Prompt - Word for word, reproduce the data that follows.

Entries provided -
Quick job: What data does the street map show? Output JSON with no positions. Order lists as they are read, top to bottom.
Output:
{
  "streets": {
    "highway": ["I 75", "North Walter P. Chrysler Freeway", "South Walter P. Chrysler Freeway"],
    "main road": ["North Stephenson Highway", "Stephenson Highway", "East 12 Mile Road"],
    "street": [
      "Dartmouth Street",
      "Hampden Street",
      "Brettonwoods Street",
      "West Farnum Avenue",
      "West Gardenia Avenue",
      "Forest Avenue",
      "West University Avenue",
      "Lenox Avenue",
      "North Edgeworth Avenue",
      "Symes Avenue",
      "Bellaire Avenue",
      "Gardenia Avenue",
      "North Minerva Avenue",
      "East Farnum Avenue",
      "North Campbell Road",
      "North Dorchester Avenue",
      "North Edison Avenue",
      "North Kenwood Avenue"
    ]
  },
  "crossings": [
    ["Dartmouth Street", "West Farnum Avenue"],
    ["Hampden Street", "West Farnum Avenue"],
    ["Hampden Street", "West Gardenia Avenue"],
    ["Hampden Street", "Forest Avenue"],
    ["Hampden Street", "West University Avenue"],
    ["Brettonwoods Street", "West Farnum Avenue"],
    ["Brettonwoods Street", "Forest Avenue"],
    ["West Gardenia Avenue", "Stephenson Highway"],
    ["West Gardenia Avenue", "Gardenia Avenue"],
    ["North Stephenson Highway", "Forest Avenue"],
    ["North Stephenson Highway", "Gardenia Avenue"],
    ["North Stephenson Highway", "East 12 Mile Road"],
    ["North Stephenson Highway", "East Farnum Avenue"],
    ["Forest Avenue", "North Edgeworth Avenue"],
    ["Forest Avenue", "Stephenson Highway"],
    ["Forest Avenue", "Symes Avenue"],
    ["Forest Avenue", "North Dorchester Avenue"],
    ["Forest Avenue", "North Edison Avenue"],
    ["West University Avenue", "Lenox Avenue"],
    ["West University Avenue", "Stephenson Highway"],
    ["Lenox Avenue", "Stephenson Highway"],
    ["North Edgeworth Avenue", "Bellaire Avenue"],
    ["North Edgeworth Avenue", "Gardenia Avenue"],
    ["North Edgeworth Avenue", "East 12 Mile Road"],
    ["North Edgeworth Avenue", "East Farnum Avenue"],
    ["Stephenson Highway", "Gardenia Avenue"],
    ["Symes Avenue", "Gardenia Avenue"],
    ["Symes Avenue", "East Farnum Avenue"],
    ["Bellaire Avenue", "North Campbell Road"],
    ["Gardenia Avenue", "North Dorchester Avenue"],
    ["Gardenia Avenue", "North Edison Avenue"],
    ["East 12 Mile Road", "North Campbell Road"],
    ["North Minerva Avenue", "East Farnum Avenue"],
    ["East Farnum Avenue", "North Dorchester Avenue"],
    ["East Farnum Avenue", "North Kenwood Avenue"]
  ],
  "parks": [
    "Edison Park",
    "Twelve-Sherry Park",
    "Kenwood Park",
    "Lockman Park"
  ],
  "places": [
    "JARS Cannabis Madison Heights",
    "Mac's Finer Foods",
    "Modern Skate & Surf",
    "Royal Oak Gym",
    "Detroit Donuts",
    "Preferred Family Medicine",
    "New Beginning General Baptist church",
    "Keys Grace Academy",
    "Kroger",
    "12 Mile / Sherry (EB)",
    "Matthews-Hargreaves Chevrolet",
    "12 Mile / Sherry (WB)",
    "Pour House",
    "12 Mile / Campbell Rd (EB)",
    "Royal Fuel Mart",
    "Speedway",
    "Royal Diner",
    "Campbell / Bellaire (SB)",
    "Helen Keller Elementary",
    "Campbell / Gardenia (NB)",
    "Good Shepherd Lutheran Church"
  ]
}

Solution for this task -
Quick job: What data does the street map show? Output JSON with no positions. Order lists as they are read, top to bottom.
Output:
{
  "streets": {
    "highway": ["I 75", "North Walter P. Chrysler Freeway", "South Walter P. Chrysler Freeway"],
    "main road": ["North Stephenson Highway", "Stephenson Highway", "East 12 Mile Road"],
    "street": [
      "Dartmouth Street",
      "Hampden Street",
      "Brettonwoods Street",
      "West Farnum Avenue",
      "West Gardenia Avenue",
      "Forest Avenue",
      "West University Avenue",
      "Lenox Avenue",
      "North Edgeworth Avenue",
      "Symes Avenue",
      "Bellaire Avenue",
      "Gardenia Avenue",
      "North Minerva Avenue",
      "East Farnum Avenue",
      "North Campbell Road",
      "North Dorchester Avenue",
      "North Edison Avenue",
      "North Kenwood Avenue"
    ]
  },
  "crossings": [
    ["Dartmouth Street", "West Farnum Avenue"],
    ["Hampden Street", "West Farnum Avenue"],
    ["Hampden Street", "West Gardenia Avenue"],
    ["Hampden Street", "Forest Avenue"],
    ["Hampden Street", "West University Avenue"],
    ["Brettonwoods Street", "West Farnum Avenue"],
    ["Brettonwoods Street", "Forest Avenue"],
    ["West Gardenia Avenue", "Stephenson Highway"],
    ["West Gardenia Avenue", "Gardenia Avenue"],
    ["North Stephenson Highway", "Forest Avenue"],
    ["North Stephenson Highway", "Gardenia Avenue"],
    ["North Stephenson Highway", "East 12 Mile Road"],
    ["North Stephenson Highway", "East Farnum Avenue"],
    ["Forest Avenue", "North Edgeworth Avenue"],
    ["Forest Avenue", "Stephenson Highway"],
    ["Forest Avenue", "Symes Avenue"],
    ["Forest Avenue", "North Dorchester Avenue"],
    ["Forest Avenue", "North Edison Avenue"],
    ["West University Avenue", "Lenox Avenue"],
    ["West University Avenue", "Stephenson Highway"],
    ["Lenox Avenue", "Stephenson Highway"],
    ["North Edgeworth Avenue", "Bellaire Avenue"],
    ["North Edgeworth Avenue", "Gardenia Avenue"],
    ["North Edgeworth Avenue", "East 12 Mile Road"],
    ["North Edgeworth Avenue", "East Farnum Avenue"],
    ["Stephenson Highway", "Gardenia Avenue"],
    ["Symes Avenue", "Gardenia Avenue"],
    ["Symes Avenue", "East Farnum Avenue"],
    ["Bellaire Avenue", "North Campbell Road"],
    ["Gardenia Avenue", "North Dorchester Avenue"],
    ["Gardenia Avenue", "North Edison Avenue"],
    ["East 12 Mile Road", "North Campbell Road"],
    ["North Minerva Avenue", "East Farnum Avenue"],
    ["East Farnum Avenue", "North Dorchester Avenue"],
    ["East Farnum Avenue", "North Kenwood Avenue"]
  ],
  "parks": [
    "Edison Park",
    "Twelve-Sherry Park",
    "Kenwood Park",
    "Lockman Park"
  ],
  "places": [
    "JARS Cannabis Madison Heights",
    "Mac's Finer Foods",
    "Modern Skate & Surf",
    "Royal Oak Gym",
    "Detroit Donuts",
    "Preferred Family Medicine",
    "New Beginning General Baptist church",
    "Keys Grace Academy",
    "Kroger",
    "12 Mile / Sherry (EB)",
    "Matthews-Hargreaves Chevrolet",
    "12 Mile / Sherry (WB)",
    "Pour House",
    "12 Mile / Campbell Rd (EB)",
    "Royal Fuel Mart",
    "Speedway",
    "Royal Diner",
    "Campbell / Bellaire (SB)",
    "Helen Keller Elementary",
    "Campbell / Gardenia (NB)",
    "Good Shepherd Lutheran Church"
  ]
}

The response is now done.